L’articolo 75, comma 17 della Costituzione Nazionale afferma i seguenti diritti:
“Riconoscere la preesistenza etnica e culturale dei popoli indigeni argentini. Garantire il rispetto della loro identità e il diritto a un’educazione bilingue e interculturale; riconoscere la personalità giuridica delle loro comunità, e il possesso delle proprietà comunitarie delle terre che occupano tradizionalmente; e regolamentarne la consegna di altre idonee e sufficienti allo sviluppo umano; nessuna di esse sarà alienabile, trasmissibile, né suscettibile di aggravi o sequestri. Assicurare la loro partecipazione alla gestione delle risorse naturali e a ulteriori interessi che li riguardino. Le provincie possono esercitare questi poteri in concomitanza”.
Malgrado l’esistenza di leggi che dovrebbero tutelare i diritti delle popolazioni originarie, purtroppo finora scarsamente applicate, il Comitato dell’ONU sulla Discriminazione Razziale ha messo in evidenza che attualmente in Argentina le popolazioni indigene (e afrodiscendenti) continuano ad essere vittima di discriminazione, che le loro comunità mancano tuttora di servizi di prima necessità e che hanno difficoltà all’accesso di acqua potabile.
Una delle cause principali risulta essere a tutt’oggi “la mancanza di titolarietà delle loro terre e le attività delle imprese che sfruttano le risorse naturali”. Un altro aspetto che desta seria preoccupazione è il fenomeno della denutrizione, delle malattie e della mortalità infantile. A questa si affianca la riduzione oltre che delle spese sanitarie anche di quelle per l’educazione e la cultura.

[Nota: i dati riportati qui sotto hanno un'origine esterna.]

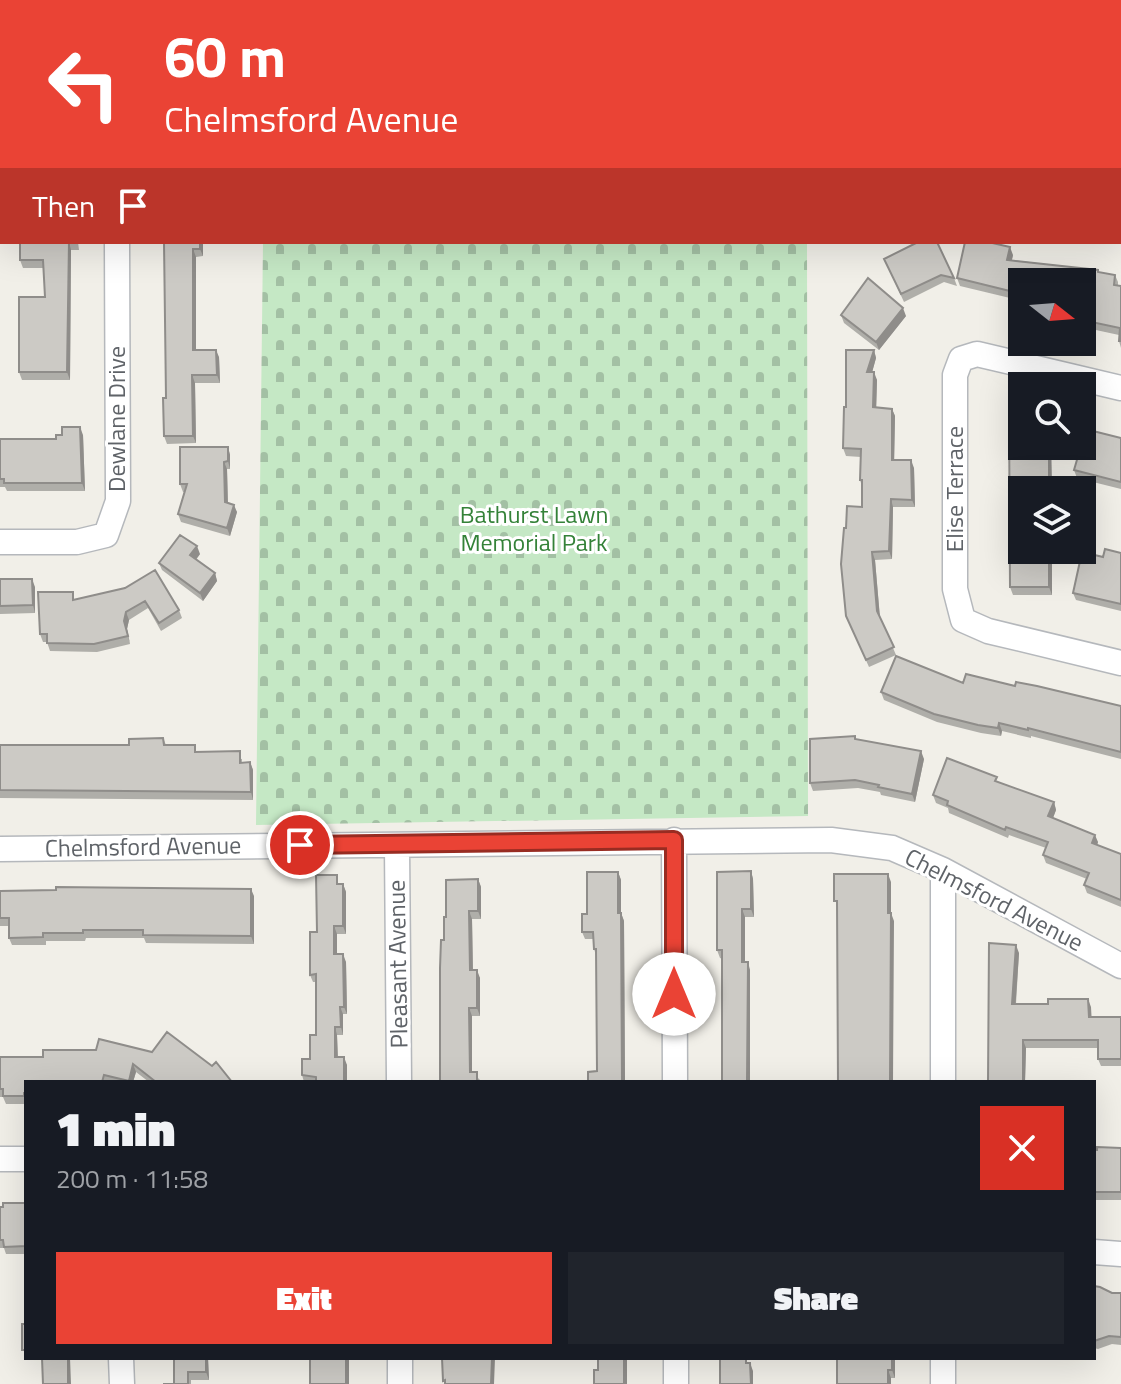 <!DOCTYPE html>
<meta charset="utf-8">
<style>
body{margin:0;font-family:"Titillium Web",sans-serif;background:#20242c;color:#f1f3f6;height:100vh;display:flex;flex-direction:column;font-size:30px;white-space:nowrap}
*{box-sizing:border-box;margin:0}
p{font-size:26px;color:#9ea1a6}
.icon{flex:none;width:44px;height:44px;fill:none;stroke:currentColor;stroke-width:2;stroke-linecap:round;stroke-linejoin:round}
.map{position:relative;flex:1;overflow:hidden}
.side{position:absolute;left:24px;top:1080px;width:1072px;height:280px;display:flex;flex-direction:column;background:#171b24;border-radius:0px;box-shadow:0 8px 32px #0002}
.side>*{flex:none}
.banner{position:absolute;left:0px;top:0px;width:1122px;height:244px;box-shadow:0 8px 32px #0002;background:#ea4335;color:#fff;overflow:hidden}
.needle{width:52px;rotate:107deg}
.controls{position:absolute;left:1008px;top:268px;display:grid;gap:16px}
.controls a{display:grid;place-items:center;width:88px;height:88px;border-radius:0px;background:#171b24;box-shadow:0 8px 32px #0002;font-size:40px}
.pin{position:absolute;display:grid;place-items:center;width:68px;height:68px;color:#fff;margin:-34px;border:4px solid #fff;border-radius:50%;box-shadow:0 2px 8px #0007}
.me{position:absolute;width:88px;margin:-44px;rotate:0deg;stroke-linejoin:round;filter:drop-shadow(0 0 6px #0008)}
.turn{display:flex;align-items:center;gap:28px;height:168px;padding:0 32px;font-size:36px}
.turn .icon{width:104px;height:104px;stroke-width:2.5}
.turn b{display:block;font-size:56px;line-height:68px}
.then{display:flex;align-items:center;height:76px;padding:0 32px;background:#0003;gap:16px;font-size:30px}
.round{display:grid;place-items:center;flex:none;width:84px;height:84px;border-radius:0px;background:#20242c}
.overview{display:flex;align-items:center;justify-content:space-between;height:136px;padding:0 32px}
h1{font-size:48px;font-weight:800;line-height:60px}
.cta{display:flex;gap:16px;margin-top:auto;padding:16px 32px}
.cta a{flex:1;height:92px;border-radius:0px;background:#ea4335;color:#fff;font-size:32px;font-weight:800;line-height:92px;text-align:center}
.cta a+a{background:#20242c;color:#f1f3f6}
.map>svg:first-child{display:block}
</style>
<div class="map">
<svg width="1121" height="1384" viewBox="0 0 1121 1384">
<defs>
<pattern id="cemetery-stones" width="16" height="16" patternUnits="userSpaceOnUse" patternTransform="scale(2)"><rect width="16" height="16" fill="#c5e8c5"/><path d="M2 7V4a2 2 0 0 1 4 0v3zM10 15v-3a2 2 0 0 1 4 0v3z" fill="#a3c0a4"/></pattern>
</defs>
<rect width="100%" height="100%" fill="#f1efe8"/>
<!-- cemetery -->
<path fill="url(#cemetery-stones)" d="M266 0H807V2H266Z
M263 242H807L808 816 256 825Z"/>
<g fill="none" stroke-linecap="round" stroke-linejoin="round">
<!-- minor casing -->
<g stroke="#b5b8bc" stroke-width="27">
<path id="minor" d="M116 0V2
M955 2V0
M0 30H2
M1120 128 1121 129
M1121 388 977 354 961 359 955 375V589L963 620 988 631 1121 663
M0 542H77L106 535 118 501 117 242
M674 840 675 1082
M397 846 399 1082
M0 849 831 840 892 848 943 870 1121 966
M943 870V1082
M0 1159H26
M1094 1252 1121 1254
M121 1358 122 1384
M400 1358V1384
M676 1358V1384
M943 1384V1358"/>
</g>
<!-- minor -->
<use href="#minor" stroke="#fff" stroke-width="24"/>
</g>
<!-- wall -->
<path fill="#afaea9" d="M20 242H78L79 250H71L70 380H22L19 372 45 297 44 268H23L20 260Z
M164 242H203V256L196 257V350L219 357 220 383H195L196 443 167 444 164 436 166 398Z
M1013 255 1012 260 1098 270 1099 272 1115 275 1118 282V286H1121V348L1119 341V335L1082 327V282H1022V309L1012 308 1010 298 960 286 957 278Z
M884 259 954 278 957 286 944 282 904 302Z
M841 315 906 316 879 350 844 323Z
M874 350 876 358 872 372 877 380 876 408 892 409 895 416 894 460 914 468 915 507H893L892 559 875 560 880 617 896 655 869 667 849 623 846 528 862 507V486L860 480 861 457 846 456 843 448 846 407Z
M1009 408H1022V446H1051L1052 490H1022V550H1052V595H1013L1010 587Z
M83 435 85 491H7L5 487H0V439H56Z
M1121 438V489L1077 478 1074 470Z
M228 447 230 455V469H227L228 503 237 512 230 536 181 522 178 514 184 492H183L180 484Z
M1121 553V611L1076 600 1073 593Z
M200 554 196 560 215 573 217 581 203 601 162 570 159 563Z
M0 579 35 587V613L0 614Z
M125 588 179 610 182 618 161 631 148 608 129 620 127 629 130 644 97 652 50 651 47 642H43L40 634 76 600Z
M963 683 1015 686 1121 706V759L1031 736V738L1002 731 1001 736 981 733 937 722 884 700 881 692Z
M855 736 856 740 924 759 915 802 881 795 880 792 858 788 813 791 810 783Z
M163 738 166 745 197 752 242 759V763L250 762 253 770V800L0 798V745H129Z
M998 782 1054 802 1056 810 1053 818 1098 842 1097 845 1121 854V907L1087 893 1084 885 1087 879 1046 863 1043 855 1046 848 1009 835 1008 838 949 813 948 808 936 803 933 795Z
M751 871 753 879 754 917H745V962L750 970 720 958 717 950Z
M618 872 621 880V913L624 921 625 1082H588L597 1071 596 955 594 949 593 939H585L582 932Z
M478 879 481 887V919H472L473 970 480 978V1016H472V1072L480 1080V1082H440L444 940 446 917Z
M340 884H343L346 892V934H337V954L346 962 347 1014H343V1035H337L338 1057 347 1065V1082H304L302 1075 310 1059 316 1035V982H313L310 975 317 932Z
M0 891 254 896V944L146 943 144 938H86L85 941H46V945H12L9 938V926H0Z
M989 943 1019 953 1016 1004 1091 1007V1017H1121V1066H1101L1098 1059V1048H1026L1025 1082Z
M96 1050 232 1082H149L136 1072 133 1082H26V1104H6L3 1097H0V1057H43Z
M1121 1148V1200H1094V1150Z
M26 1203V1254H6L4 1248H0V1207Z
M1094 1286 1112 1293H1121V1345L1112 1344 1098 1349 1094 1348Z
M174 1358H208L209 1380H191V1384H163H174Z
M895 1358V1378H891V1384H837Z"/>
<!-- shaded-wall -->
<path fill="#8f8d8a" d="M69 242 71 250 70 380 67 372Z
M200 242H203V256L200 249Z
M1010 247 1013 255 1010 267 1007 260Z
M193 249 196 257V358L193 350Z
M903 308 906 316 879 350 876 342Z
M216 350 219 357 220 383 217 375Z
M874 350 876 358 870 380 867 372Z
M874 372 877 380 876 415 873 407Z
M192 375 195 383 196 443 193 436Z
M892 409 895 416 894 468 892 460Z
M80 427 83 435 85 491 82 483Z
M1049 446H1051L1052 490H1049Z
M228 447 230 455V469L228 461Z
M911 460 914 468 915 507 912 500Z
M224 462 227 469 228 510 225 502Z
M891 499 893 507 892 559 889 551Z
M234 505 237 512 230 536 227 528Z
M197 546 200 554 193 563 190 555Z
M1049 550H1052V595L1049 587Z
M872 552 875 560 880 619 877 611Z
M215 573 217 581 203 601 200 593Z
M32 579 35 587V613L33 605Z
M126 612 129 620 127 629 130 644 124 621Z
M999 723 1002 731 1001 736 998 728Z
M921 751 924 759 915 802 912 794Z
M250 762 253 770V800L251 792Z
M1054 802 1056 810 1051 823 1048 816Z
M1095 835 1098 842 1095 851 1092 843Z
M751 871 753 879 754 917 751 909Z
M618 872 621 880V921L618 913Z
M888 874 891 882V921L888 913Z
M478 879 481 887V919L478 911Z
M343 884 346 892V934L343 926Z
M251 889 254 896V944L251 936Z
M742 909 745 917V970L742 962Z
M469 911 472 919 473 978 470 970Z
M621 913 624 921 625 1082H622Z
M891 913 894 921 893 1082H890Z
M334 926 337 934V962L334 954Z
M1016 945 1019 953 1015 1012 1012 1004Z
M343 954 346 962 347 1014 344 1007Z
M748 962 750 970V1082H747Z
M477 970 480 978V1016L477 1008Z
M1088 999 1091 1007 1092 1025 1089 1017Z
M340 1007 343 1014V1035L341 1027Z
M469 1008 472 1016V1080L470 1072Z
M335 1027 337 1035 338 1065 335 1057Z
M1023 1040 1026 1048 1025 1082H1023Z
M344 1057 347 1065V1082H344Z
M133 1064 136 1072 133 1082H129Z
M68 1358H70L71 1384H68Z
M206 1358H208L209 1380 206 1372Z
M346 1358H349V1384H346Z
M492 1358H495L494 1384H491Z
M624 1358H627V1384H624Z
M892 1358H895V1378L892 1370Z
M750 1363 753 1371V1384H751Z
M888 1370 891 1378V1384H888Z"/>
<!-- building -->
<path fill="#cccac5" stroke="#8f8d8a" stroke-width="2" d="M168 0H208V2H168Z
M851 0H895L894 2H851Z
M1007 0H1017L1024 2H1007Z
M1120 43H1121V71H1120Z
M1120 172H1121V219H1120Z
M20 242H76H69L67 372H19V297H45L43 260H20Z
M164 242H200V249H193V350H216L217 375H192L193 436H164L163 398H166Z
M918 242H937L954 278 941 275 901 294 884 259Z
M965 242H988L1010 247 1007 260 1098 270V272L1115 275 1114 285 1121 286V341H1119L1120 328 1082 320V282H1022V302L1009 300 1010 291 957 278Z
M868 278 903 308 876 342 841 315Z
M846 350H874L867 372H874L873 407 892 409V460H911L912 500 891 499 889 551 872 552 877 611 894 647 866 660 846 616 841 564 844 528H846L847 506 862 507V480H860L861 449 843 448 844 407H846Z
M1009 408H1022V446H1049V490H1022V550H1049V587H1010Z
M62 427H80L82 483H4V479H0V439H56V435H62Z
M1085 429 1121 438V482L1074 470 1081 446H1082Z
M180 447H228V461L224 462 225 502 234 505 227 528 178 514 187 484H180Z
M180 535 197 546 190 555 215 573 200 593 159 563Z
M1105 549 1121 553V604L1073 593 1082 552 1103 557Z
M155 570 179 610 159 623 145 601 126 612 124 621 128 636 94 644 47 643V634H40L38 592H73V600L125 588Z
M0 579H32L33 605 0 606Z
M896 656 963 683 966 674 1015 686 1016 682 1037 686 1121 706V752L1028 728V730L999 723 998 728 978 725 934 714 881 692Z
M855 736V739L921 751 912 794 878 787 879 785 855 780 810 783V739Z
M163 738 164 745H195V752L240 751V763L250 762 251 792 0 790V745H129V739Z
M947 758 997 777 995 781 1054 802 1048 816 1095 835 1092 843 1121 854V900L1084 885 1089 873 1043 855 1048 842 1006 827 1005 830 947 805 948 801 933 795Z
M751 871V909H742V962H748L747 1082H722V950H717V872Z
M587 872H618V913H621L622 1082H588V1072L597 1071 596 949H594L593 932H582V914H587Z
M834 874H888V913H891L890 1082H838L837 901H834Z
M316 875H337V884H343V926H334V954H343L344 1007H340L341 1027H335V1057H344V1082H316V1077L302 1075V1059H310V1035H316V974L310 975V932H317Z
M478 879V911H469L470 970H477V1008H469L470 1072H477V1082H440V968L441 940H444V917H446V880Z
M56 887 251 889V936L143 935V930H83V933H43V937L9 938V918H0V891L56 890Z
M989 943 1016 945 1012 1004H1048V999H1088L1089 1017H1121V1059H1098V1040H1023V1082H988Z
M167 1032 212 1066 216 1062 232 1082H156L133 1064 129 1081 104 1075 102 1082H26V1093H24V1096H3V1089H0V1057H43V1050H96L99 1039 152 1052Z
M1097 1147 1121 1148V1192H1094V1150H1097Z
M3 1203H26V1246L4 1247 3 1240H0V1207H3Z
M1094 1286 1100 1287 1112 1293H1121V1337L1109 1336 1094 1341Z
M22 1324H26V1350H22Z
M42 1358H68V1384H43Z
M174 1358H206V1372H188V1384H163H174Z
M310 1358H346V1384H310Z
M442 1358H492L491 1384H445V1380L443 1381Z
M598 1358H624V1384H594V1370H598Z
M720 1358H746V1363H750L751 1384H720Z
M837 1358H892V1370H888V1384H837Z"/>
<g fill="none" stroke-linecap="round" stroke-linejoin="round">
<!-- route casing -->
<g stroke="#982c22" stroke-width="20">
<path id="route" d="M300 845 674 840V994"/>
</g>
<!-- route -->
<use href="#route" stroke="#ea4335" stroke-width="14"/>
</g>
<g text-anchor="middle" stroke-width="6" stroke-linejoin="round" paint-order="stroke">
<!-- street labels -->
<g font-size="24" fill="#5f6368" stroke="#fff">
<text transform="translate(117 419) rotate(-90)" y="8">Dewlane Drive</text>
<text transform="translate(955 489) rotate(-90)" y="8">Elise Terrace</text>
<text transform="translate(143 847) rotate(-1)" y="8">Chelmsford Avenue</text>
<text transform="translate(994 900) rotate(27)" y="8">Chelmsford Avenue</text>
<text transform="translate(398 964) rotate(-91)" y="8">Pleasant Avenue</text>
</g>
<!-- park labels -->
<g font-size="24" fill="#348238" stroke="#fff">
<text x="534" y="523">Bathurst Lawn<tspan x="534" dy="28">Memorial Park</tspan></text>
</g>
</g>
</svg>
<div class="controls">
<a><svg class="needle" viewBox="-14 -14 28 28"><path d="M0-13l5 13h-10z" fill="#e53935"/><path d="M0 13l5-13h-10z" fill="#9ea1a6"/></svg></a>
<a><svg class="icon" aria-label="search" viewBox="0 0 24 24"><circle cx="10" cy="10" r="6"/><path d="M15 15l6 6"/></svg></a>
<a><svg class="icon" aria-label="layers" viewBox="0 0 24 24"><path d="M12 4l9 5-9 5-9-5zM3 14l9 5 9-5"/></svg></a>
</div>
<div class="pin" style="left:300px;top:845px;background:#d93025"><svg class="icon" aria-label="arrive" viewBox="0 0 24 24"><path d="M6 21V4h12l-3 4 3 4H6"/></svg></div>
<svg class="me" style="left:674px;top:994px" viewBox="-20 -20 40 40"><circle r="19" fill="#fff"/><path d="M0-13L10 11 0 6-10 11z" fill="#ea4335"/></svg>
<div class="banner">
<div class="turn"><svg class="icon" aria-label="left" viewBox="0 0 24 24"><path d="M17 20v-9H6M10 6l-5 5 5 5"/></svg><div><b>60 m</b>Chelmsford Avenue</div></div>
<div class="then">Then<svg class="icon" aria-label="arrive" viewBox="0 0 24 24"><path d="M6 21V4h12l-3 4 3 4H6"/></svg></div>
</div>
<section class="side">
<div class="overview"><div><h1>1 min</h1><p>200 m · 11:58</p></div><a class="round" style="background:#d93025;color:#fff"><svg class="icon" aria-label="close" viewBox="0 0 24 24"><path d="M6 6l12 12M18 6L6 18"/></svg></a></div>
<div class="cta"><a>Exit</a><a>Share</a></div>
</section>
</div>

Ma un aspetto ancor più preoccupante è il reiterato vassallaggio del governo nei confronti delle imprese multinazionali per lo sfruttamento delle risorse idriche, minerarie, energetiche, agropecuarie nei territori indigeni.
“Ci resta il maleficio
di offrire allo straniero
la nostra fede la nostra cultura
il nostro pane il nostro denaro
Oggi continuiamo a scambiare
oro per perle di vetro
e diamo le nostre ricchezze
per i loro specchi luccicanti
oggi in pieno XX° secolo
continuano ad arrivare bianchi
e apriamo loro la casa
e li chiamiamo amici”.
I popoli originari, le loro organizzazioni, i difensori dei loro diritti subiscono ancora rappresaglie, intimidazioni, minacce e le loro azioni di protesta vengono criminalizzate e considerate spesso terroristiche.